▶ _WHAT NEEDS TO BE DONE_
Within this material, find every line where the string "overflow" appears, and copy it out.

▶ _TASK INPUT_

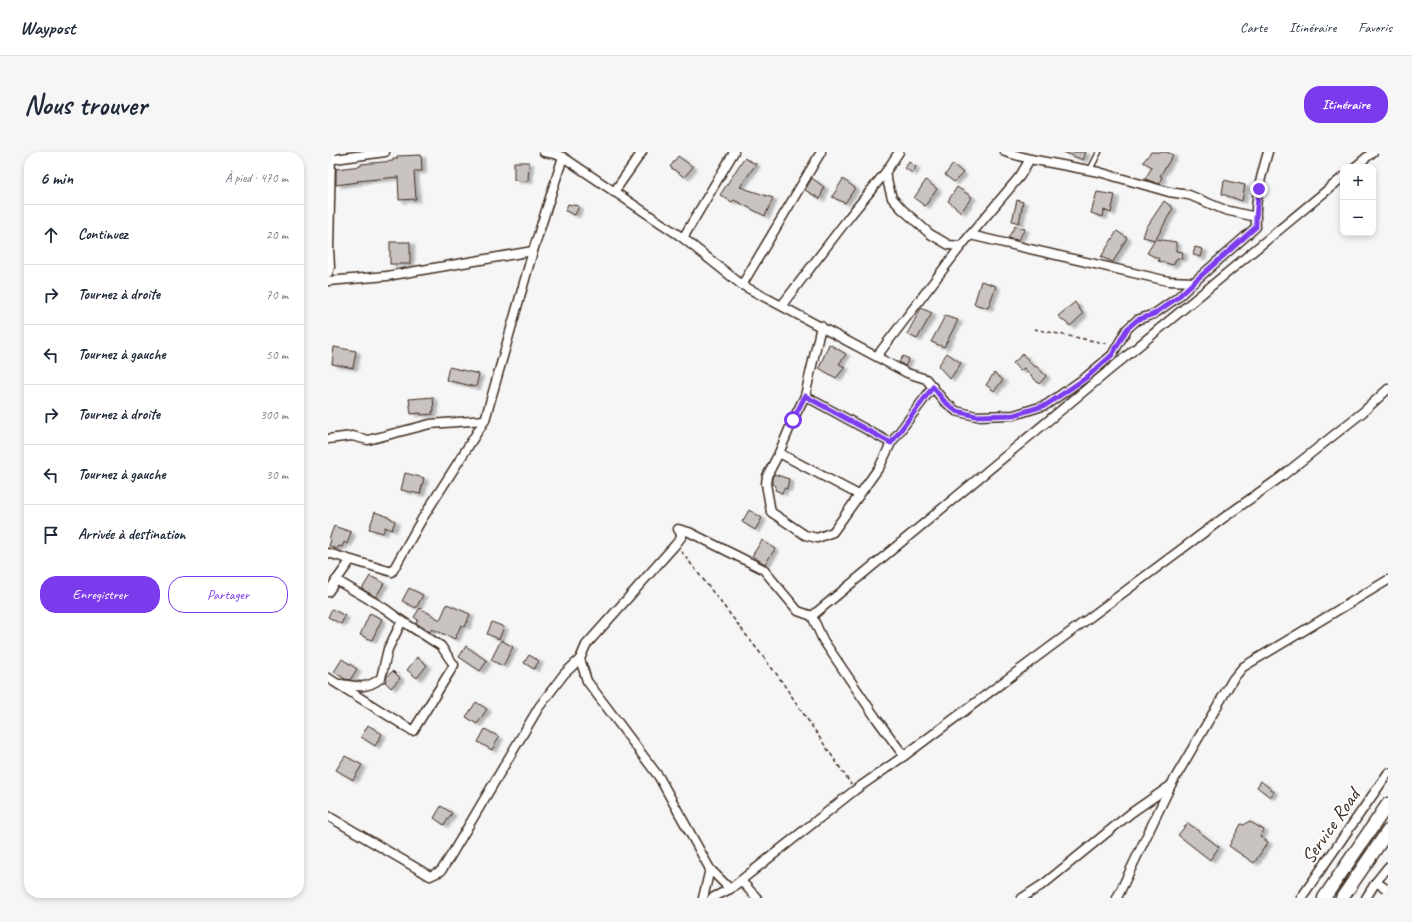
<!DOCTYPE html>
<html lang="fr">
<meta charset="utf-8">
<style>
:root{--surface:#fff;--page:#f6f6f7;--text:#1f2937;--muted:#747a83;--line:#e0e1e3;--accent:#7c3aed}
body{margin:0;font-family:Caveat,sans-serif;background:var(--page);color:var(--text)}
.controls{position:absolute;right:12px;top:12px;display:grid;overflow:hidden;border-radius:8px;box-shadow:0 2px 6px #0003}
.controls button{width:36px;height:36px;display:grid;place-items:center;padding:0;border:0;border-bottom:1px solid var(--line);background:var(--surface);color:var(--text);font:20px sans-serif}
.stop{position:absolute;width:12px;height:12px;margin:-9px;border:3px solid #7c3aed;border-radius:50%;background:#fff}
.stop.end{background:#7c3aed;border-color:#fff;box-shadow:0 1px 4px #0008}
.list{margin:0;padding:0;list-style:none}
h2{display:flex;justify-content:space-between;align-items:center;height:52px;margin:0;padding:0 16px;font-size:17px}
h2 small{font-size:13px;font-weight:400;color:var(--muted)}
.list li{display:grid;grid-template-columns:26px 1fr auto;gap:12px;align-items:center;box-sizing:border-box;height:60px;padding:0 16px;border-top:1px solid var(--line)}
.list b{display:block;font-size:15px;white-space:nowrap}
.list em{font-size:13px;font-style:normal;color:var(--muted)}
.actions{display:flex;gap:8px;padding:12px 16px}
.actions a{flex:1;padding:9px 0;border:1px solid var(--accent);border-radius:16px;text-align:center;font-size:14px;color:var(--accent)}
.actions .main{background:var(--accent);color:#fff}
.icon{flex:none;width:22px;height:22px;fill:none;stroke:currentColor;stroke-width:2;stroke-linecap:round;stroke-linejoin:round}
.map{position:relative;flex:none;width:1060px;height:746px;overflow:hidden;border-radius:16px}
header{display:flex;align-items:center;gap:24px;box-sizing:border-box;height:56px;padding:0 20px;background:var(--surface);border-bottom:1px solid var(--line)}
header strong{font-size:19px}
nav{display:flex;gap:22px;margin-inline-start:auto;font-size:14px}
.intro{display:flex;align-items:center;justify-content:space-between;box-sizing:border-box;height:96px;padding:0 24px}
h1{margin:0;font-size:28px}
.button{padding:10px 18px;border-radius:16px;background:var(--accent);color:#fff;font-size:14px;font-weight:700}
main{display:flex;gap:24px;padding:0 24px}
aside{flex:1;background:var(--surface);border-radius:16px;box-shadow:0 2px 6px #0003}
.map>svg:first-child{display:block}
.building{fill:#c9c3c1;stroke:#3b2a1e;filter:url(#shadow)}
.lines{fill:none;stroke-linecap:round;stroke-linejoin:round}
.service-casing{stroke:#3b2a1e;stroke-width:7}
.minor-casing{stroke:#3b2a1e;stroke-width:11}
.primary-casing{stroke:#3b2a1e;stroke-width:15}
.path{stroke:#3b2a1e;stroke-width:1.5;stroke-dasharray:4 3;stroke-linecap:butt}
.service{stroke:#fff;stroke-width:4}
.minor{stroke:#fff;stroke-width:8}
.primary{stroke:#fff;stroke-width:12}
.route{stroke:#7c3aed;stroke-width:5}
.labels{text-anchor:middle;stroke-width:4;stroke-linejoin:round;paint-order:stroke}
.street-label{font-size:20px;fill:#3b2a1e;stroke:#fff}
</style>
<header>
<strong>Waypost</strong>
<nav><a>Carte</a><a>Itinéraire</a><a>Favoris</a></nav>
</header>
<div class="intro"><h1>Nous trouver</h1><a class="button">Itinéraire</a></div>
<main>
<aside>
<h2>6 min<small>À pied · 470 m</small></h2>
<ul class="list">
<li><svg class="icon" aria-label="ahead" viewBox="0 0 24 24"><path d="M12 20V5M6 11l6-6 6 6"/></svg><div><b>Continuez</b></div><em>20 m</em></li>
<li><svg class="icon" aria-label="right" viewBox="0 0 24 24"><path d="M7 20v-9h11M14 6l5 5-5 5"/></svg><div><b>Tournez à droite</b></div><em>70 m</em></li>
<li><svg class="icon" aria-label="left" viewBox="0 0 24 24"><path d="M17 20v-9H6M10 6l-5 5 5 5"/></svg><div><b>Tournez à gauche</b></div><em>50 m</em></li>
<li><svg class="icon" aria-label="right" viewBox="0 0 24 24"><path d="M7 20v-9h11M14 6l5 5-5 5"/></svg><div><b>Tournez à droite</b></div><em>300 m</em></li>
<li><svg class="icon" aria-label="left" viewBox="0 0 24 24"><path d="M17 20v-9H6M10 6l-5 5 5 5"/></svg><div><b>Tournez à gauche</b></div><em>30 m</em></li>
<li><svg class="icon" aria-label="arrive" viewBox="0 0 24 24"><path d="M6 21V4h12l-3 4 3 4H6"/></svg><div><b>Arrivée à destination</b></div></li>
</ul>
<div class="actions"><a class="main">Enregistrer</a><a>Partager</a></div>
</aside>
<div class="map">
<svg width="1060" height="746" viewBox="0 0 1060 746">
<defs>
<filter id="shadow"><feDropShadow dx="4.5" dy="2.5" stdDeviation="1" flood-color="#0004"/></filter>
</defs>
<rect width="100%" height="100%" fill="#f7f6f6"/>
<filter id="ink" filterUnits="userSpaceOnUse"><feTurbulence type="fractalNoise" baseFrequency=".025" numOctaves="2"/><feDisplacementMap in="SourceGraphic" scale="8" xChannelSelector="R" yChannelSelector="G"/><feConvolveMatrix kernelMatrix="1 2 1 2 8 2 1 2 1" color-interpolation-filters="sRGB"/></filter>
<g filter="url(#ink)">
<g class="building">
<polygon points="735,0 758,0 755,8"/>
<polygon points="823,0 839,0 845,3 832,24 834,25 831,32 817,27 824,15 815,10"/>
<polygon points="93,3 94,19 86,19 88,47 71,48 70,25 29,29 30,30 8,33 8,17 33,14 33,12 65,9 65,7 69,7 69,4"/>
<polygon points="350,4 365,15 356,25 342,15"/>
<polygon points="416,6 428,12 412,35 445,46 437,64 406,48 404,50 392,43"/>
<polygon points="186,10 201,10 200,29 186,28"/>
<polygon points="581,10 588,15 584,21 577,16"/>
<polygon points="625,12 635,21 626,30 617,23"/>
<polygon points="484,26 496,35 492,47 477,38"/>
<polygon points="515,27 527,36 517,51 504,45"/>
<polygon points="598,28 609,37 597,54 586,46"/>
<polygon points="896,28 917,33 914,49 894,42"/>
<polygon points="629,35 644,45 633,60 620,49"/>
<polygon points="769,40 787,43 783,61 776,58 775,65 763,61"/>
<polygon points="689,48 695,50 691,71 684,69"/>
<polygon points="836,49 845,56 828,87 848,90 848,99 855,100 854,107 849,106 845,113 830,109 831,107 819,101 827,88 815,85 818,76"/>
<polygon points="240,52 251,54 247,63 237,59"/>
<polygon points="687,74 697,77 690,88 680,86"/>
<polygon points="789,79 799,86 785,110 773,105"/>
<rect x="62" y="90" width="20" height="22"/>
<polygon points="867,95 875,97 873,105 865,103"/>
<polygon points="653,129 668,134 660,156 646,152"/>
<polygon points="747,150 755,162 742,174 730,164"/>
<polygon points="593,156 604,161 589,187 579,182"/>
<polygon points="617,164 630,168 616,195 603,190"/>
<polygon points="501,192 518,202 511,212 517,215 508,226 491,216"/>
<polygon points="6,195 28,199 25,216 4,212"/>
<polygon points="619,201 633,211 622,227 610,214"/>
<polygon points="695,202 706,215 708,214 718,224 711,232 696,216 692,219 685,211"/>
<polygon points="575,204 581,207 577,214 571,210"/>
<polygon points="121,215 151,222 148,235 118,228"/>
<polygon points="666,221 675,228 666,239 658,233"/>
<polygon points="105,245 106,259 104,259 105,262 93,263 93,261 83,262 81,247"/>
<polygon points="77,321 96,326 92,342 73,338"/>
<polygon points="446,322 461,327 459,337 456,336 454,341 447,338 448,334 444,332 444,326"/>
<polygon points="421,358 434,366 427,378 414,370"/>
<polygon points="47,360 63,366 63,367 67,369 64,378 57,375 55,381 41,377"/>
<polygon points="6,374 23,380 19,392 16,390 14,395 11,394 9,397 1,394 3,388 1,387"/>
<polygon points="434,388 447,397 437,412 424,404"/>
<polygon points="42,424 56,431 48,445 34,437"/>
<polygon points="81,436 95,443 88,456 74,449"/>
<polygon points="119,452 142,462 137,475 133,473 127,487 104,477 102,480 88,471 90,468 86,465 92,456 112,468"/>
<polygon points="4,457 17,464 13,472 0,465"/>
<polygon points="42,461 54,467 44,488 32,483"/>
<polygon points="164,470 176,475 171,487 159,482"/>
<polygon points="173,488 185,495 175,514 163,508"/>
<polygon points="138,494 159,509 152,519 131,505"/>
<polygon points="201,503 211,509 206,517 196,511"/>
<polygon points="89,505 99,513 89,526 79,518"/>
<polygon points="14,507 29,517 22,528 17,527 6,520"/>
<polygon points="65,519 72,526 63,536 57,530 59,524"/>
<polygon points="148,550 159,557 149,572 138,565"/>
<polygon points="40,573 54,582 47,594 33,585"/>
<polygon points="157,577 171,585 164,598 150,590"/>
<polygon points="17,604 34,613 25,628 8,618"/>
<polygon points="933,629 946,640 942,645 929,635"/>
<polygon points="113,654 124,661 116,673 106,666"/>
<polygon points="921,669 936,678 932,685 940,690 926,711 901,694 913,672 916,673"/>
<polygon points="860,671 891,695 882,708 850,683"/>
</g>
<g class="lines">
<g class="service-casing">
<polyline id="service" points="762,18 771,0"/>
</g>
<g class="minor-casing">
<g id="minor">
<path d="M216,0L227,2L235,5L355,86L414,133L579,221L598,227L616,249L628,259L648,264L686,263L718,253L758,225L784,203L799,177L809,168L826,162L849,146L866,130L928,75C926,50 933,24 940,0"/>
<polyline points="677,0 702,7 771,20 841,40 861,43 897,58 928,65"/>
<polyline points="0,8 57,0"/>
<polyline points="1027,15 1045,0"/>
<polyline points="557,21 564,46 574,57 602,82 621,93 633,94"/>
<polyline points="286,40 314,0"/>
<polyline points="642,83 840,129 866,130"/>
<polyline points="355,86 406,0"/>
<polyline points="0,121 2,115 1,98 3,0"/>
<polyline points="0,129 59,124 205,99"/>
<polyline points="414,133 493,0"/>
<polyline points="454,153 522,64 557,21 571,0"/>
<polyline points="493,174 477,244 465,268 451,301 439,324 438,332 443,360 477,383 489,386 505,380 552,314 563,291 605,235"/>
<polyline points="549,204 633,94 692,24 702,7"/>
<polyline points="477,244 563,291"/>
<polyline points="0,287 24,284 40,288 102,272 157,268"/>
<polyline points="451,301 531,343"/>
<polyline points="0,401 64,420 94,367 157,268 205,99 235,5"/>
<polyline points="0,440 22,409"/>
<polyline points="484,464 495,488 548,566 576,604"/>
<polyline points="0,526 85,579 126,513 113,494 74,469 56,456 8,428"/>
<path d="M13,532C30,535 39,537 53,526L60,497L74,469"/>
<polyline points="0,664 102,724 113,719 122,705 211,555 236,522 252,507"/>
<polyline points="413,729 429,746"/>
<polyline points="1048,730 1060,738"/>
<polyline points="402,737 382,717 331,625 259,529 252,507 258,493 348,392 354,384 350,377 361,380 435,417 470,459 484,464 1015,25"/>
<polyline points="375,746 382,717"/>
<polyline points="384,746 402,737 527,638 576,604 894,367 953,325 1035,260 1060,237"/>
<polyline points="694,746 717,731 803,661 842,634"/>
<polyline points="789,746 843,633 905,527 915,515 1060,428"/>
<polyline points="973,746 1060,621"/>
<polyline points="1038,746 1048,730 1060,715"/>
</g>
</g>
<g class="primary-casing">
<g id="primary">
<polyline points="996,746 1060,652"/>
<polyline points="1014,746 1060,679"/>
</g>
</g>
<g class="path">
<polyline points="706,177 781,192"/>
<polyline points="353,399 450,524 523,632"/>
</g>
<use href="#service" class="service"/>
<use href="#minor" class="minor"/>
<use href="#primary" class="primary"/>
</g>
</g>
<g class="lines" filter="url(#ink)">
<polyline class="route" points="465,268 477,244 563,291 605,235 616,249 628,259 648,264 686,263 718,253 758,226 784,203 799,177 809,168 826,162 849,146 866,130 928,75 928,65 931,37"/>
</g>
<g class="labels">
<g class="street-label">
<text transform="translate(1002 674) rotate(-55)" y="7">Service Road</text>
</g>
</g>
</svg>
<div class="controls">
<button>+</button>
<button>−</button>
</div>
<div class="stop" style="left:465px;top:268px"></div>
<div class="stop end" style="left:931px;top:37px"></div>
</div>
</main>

▶ _REPLY_
.controls{position:absolute;right:12px;top:12px;display:grid;overflow:hidden;border-radius:8px;box-shadow:0 2px 6px #0003}
.map{position:relative;flex:none;width:1060px;height:746px;overflow:hidden;border-radius:16px}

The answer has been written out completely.